** Information provided **

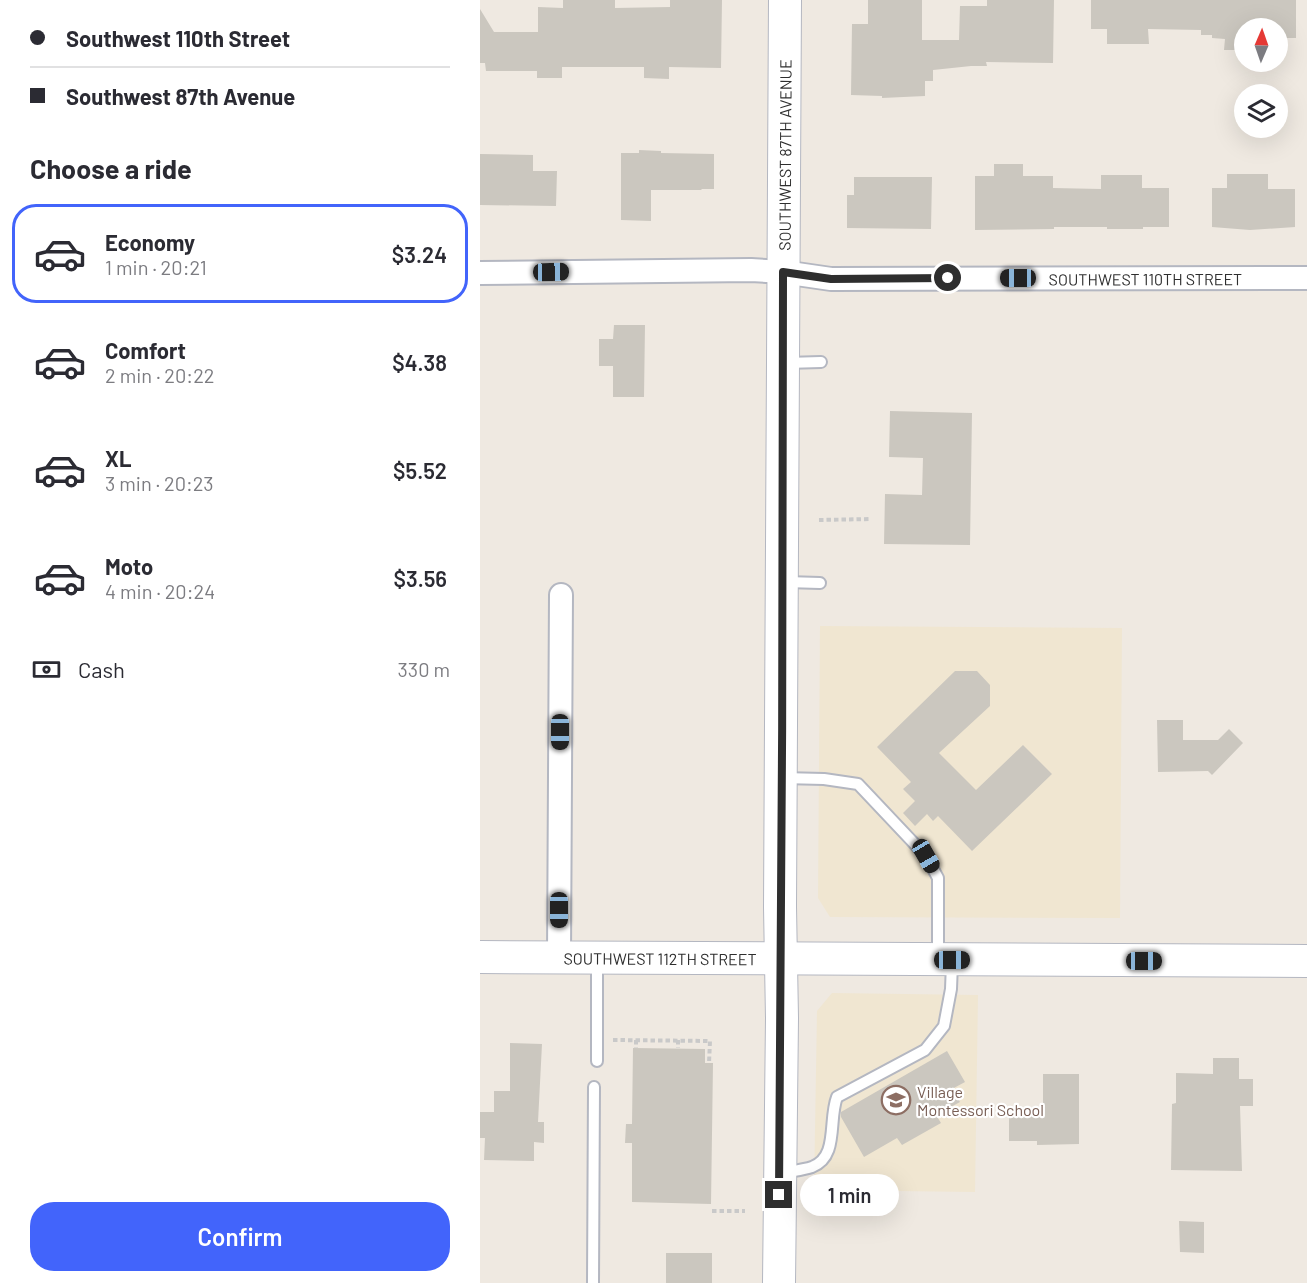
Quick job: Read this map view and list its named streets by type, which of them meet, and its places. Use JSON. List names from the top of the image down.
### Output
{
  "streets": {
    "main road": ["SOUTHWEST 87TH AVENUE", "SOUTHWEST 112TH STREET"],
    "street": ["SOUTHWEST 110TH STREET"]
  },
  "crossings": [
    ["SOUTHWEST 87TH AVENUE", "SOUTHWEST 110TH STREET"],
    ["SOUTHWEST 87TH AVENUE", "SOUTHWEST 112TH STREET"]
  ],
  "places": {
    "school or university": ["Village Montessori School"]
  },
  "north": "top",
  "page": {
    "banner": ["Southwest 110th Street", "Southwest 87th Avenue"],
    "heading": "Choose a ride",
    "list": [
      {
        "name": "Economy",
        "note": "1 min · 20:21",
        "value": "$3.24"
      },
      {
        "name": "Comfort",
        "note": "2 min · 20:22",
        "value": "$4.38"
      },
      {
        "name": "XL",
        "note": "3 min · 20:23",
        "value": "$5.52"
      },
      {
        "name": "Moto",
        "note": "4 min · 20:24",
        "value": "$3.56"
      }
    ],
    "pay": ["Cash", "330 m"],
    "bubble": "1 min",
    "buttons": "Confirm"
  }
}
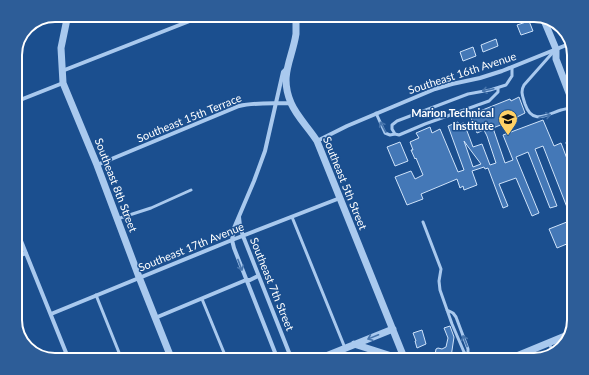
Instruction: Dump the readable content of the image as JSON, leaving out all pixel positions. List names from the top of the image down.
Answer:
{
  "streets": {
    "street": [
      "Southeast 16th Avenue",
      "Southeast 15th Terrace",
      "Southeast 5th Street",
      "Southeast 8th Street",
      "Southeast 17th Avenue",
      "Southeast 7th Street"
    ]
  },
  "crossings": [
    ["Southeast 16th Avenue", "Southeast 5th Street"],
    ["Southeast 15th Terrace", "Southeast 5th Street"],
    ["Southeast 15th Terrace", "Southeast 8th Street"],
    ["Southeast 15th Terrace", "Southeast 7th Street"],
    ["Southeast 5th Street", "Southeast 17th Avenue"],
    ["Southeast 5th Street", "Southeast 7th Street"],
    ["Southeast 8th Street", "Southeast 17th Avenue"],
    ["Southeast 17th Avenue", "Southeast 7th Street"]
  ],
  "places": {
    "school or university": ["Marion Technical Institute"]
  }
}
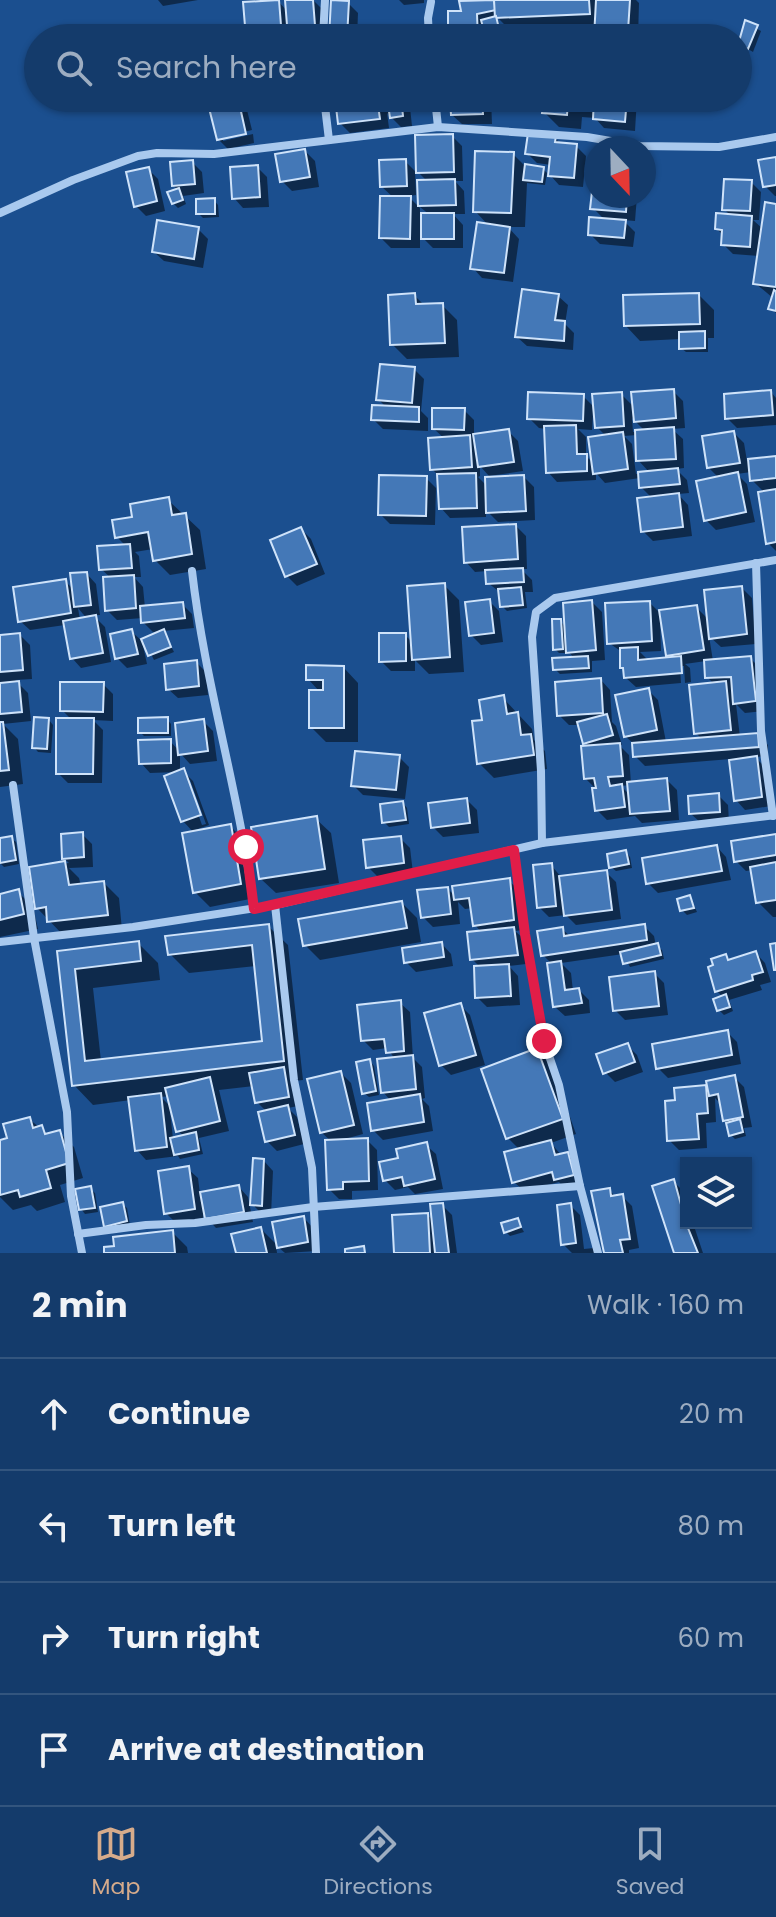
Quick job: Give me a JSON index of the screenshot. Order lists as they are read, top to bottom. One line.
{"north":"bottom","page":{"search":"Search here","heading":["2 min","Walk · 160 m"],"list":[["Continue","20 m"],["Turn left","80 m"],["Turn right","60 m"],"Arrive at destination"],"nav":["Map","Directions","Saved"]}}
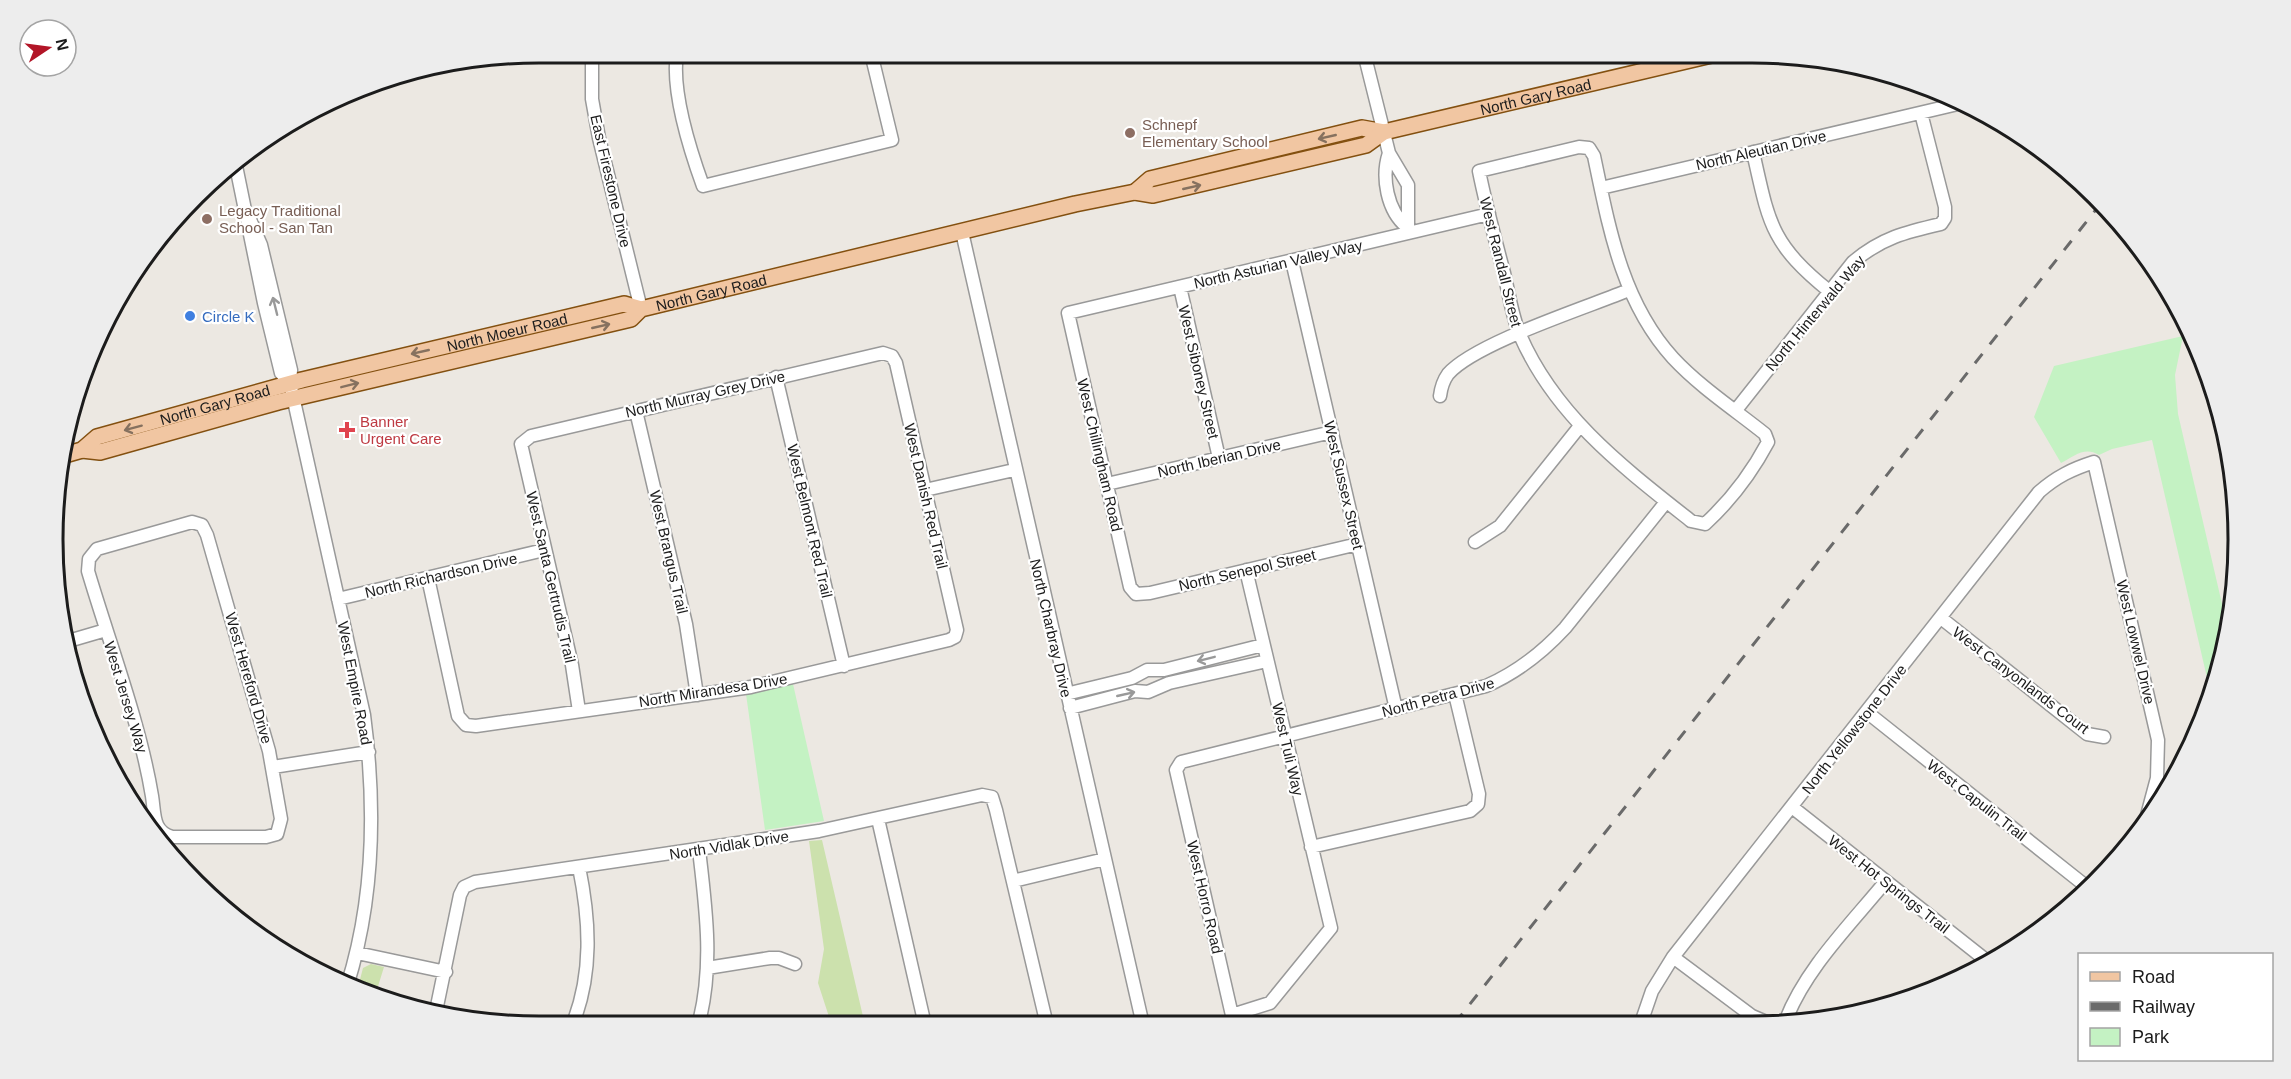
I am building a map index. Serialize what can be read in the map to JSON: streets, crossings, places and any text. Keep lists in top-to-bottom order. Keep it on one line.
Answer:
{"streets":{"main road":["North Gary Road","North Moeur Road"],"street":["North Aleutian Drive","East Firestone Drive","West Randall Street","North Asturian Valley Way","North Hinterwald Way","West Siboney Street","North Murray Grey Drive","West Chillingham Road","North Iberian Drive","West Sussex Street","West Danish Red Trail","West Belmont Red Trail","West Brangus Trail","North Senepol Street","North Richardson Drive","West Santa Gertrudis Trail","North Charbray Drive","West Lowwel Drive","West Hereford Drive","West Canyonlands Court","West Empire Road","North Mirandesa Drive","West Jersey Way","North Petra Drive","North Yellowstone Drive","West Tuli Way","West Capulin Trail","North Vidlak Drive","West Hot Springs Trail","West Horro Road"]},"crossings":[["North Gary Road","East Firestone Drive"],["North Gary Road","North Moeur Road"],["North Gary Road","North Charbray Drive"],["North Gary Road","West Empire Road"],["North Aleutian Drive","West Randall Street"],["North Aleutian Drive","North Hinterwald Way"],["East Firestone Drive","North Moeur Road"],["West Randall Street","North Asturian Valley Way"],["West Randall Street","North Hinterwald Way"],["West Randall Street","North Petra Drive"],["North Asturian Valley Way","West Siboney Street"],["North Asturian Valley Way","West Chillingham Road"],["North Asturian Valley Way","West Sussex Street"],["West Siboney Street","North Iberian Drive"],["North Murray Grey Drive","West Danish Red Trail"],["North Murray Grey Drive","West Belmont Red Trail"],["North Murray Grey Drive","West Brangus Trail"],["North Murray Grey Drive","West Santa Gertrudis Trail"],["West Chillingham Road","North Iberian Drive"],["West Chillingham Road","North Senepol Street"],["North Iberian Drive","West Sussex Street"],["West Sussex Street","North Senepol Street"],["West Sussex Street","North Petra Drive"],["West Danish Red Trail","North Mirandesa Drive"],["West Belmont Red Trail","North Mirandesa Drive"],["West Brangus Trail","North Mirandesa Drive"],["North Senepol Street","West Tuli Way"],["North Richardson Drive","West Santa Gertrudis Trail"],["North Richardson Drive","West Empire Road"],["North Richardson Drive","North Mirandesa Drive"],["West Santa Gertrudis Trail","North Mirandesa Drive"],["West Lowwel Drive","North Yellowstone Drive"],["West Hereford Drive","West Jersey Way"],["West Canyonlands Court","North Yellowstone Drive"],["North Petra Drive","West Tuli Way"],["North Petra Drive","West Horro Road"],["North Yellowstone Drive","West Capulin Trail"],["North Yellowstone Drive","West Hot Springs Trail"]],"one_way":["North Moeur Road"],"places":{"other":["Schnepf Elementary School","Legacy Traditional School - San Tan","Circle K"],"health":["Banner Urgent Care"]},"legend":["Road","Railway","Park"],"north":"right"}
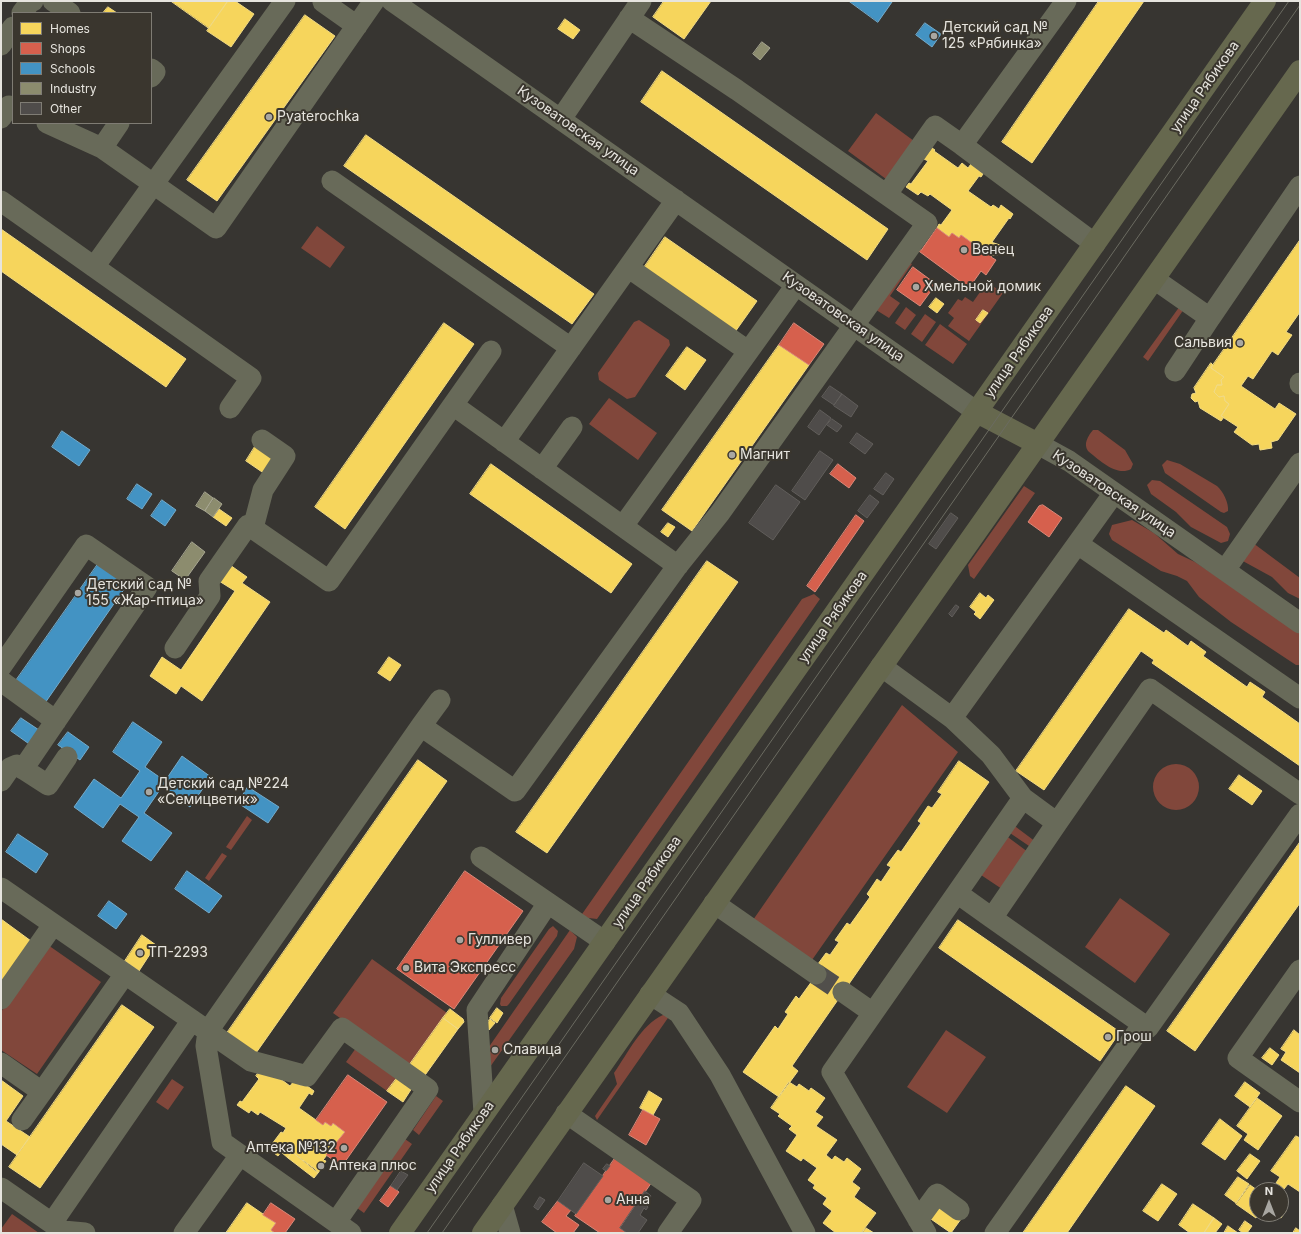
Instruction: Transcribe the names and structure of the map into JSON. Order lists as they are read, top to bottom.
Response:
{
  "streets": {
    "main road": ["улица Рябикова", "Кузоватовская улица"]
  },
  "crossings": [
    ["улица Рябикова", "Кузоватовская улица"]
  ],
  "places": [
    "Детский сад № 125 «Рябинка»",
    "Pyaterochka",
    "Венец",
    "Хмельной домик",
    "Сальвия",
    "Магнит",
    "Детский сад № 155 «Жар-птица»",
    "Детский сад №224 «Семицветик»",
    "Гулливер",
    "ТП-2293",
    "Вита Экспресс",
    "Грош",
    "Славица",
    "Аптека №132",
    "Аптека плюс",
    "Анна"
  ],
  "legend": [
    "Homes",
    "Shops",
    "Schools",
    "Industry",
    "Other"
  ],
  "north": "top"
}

** Task brief **
Within the records, how many lines carry the word "Terrace"? Reply with the figure alone.

** Problem solution **
4